LAUSR

Abstract The fracturing performance of the windshield glazing, as a simple sandwiched composite structure manufactured by bonding glass layers with polyvinyl butyral (PVB) interlayers, is indispensable to investigate the vehicle–pedestrian accidents. This paper presents an application of the simplified form of the Park–Paulino–Roesler (S-PPR) cohesive law along with fracture mechanics to the analysis of the mechanical behavior of the windshield under the pedestrian head impact, considering glass fracture and interfacial debonding. The S-PPR model calculates the damage variables in various mode-mixity cases to predict all separation paths, which yields to capturing more realistic crack patterns. A windshield finite element model is designed by embedding cohesive elements into the joint interfaces between the glass and PVB layers.
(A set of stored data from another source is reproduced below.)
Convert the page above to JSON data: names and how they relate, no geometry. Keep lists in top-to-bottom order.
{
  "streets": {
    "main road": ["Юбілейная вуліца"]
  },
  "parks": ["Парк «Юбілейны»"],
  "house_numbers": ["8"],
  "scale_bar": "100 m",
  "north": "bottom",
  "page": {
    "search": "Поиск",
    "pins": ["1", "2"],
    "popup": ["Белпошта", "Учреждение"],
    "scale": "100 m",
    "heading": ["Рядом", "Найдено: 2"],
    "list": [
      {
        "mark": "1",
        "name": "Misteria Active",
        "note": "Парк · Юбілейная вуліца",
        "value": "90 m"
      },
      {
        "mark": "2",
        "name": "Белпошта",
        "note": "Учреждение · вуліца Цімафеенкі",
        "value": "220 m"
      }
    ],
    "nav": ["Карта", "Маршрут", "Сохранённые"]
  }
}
The cracking mechanism of a windshield impacted by a headform impactor is simulated with a commercial explicit finite element code. Numerical simulation outcomes are validated by comparison with similar empirical observations. Furthermore, the difference between the S-PPR model and the commonly used bilinear model is investigated, in which simulation outcomes confirm that the S-PPR cohesive zone model (CZM) is more proper to capture the windshield cracking mechanisms. Ultimately, the effects of the impact locations and impact angles on the impact fracture performance of the windshield are investigated.